The life level
The man that sets out for a trip, the man that experiences intensely all the alternations produced by every new achievement of our cosmic era, the man enchanted by the scenery’s beauty stops excited in front of some life and culture proofs whose origins carry us deep into the past. It tells us about the ancestors culture and way of living, about the specific lifestyle of our people across the centuries.
Making a comparison between past and present, the population’s material and cultural standard of life has changed a lot. Starting with the outer look of the buildings and households and finishing with the house furniture and nourishment, anyone can feel the change.

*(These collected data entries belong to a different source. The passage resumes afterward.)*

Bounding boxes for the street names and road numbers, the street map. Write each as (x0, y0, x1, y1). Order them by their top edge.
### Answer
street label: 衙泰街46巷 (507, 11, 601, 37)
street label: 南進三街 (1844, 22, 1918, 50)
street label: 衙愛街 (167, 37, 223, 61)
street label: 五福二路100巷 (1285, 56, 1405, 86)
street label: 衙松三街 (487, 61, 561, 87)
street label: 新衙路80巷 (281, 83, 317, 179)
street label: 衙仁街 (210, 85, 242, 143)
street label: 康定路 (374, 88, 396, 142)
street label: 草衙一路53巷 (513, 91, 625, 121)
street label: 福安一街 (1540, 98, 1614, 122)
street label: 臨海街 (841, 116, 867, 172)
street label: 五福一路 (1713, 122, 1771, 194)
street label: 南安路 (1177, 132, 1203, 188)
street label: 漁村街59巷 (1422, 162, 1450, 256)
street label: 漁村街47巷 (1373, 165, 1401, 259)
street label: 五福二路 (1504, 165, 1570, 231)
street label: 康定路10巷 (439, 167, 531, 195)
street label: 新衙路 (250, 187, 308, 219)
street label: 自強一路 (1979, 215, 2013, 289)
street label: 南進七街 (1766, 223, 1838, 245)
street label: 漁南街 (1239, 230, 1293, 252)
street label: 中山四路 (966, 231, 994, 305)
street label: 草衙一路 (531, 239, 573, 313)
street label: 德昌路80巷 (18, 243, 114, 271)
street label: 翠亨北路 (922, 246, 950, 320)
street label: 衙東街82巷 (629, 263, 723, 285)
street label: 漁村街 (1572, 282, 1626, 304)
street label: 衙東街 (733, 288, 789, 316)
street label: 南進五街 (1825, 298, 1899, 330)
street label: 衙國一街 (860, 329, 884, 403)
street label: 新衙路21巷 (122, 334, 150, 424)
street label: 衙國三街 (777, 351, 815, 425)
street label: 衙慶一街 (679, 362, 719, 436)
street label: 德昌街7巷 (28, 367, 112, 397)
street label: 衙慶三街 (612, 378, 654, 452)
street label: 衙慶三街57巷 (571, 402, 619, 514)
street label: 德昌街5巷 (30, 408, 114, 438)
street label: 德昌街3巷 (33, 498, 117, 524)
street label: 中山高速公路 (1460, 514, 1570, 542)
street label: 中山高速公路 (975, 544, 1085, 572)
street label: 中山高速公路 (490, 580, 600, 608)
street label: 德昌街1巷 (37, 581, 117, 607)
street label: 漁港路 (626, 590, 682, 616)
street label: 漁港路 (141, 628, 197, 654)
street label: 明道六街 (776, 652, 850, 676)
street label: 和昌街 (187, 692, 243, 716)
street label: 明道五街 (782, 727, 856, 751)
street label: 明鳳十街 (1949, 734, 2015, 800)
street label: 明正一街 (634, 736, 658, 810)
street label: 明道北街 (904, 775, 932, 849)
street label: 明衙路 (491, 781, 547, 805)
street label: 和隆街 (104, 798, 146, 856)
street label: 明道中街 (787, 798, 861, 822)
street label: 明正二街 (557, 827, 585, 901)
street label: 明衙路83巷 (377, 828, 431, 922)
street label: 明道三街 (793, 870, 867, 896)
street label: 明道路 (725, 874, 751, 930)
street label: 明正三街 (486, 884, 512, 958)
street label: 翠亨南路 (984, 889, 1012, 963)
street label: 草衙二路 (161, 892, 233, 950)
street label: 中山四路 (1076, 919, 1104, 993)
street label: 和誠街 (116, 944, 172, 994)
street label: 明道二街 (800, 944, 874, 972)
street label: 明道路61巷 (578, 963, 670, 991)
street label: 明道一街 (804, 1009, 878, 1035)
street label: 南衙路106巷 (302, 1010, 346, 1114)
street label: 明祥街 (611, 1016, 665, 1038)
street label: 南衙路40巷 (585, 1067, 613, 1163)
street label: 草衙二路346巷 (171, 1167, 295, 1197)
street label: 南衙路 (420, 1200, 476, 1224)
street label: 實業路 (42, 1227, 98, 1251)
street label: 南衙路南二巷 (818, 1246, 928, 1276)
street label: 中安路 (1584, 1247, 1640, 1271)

The place of the households with straw roofs, consisting of two rooms separated by a vestibule and plastered with clay was taken nowadays by finer and finer houses, with more rooms, kitchen, bathroom, storage room and cellar. Beside the gas and electricity penetrated also the prosperity. Instead of the old fumigating stoves and clay ovens, most people have today gas ovens, electric heaters and electric irons. The electric light replaced the old candles and gas lamps. The radio and television broadcasts complete the knowledge of the peasant, educate him, and raise him on the civilization’s scale.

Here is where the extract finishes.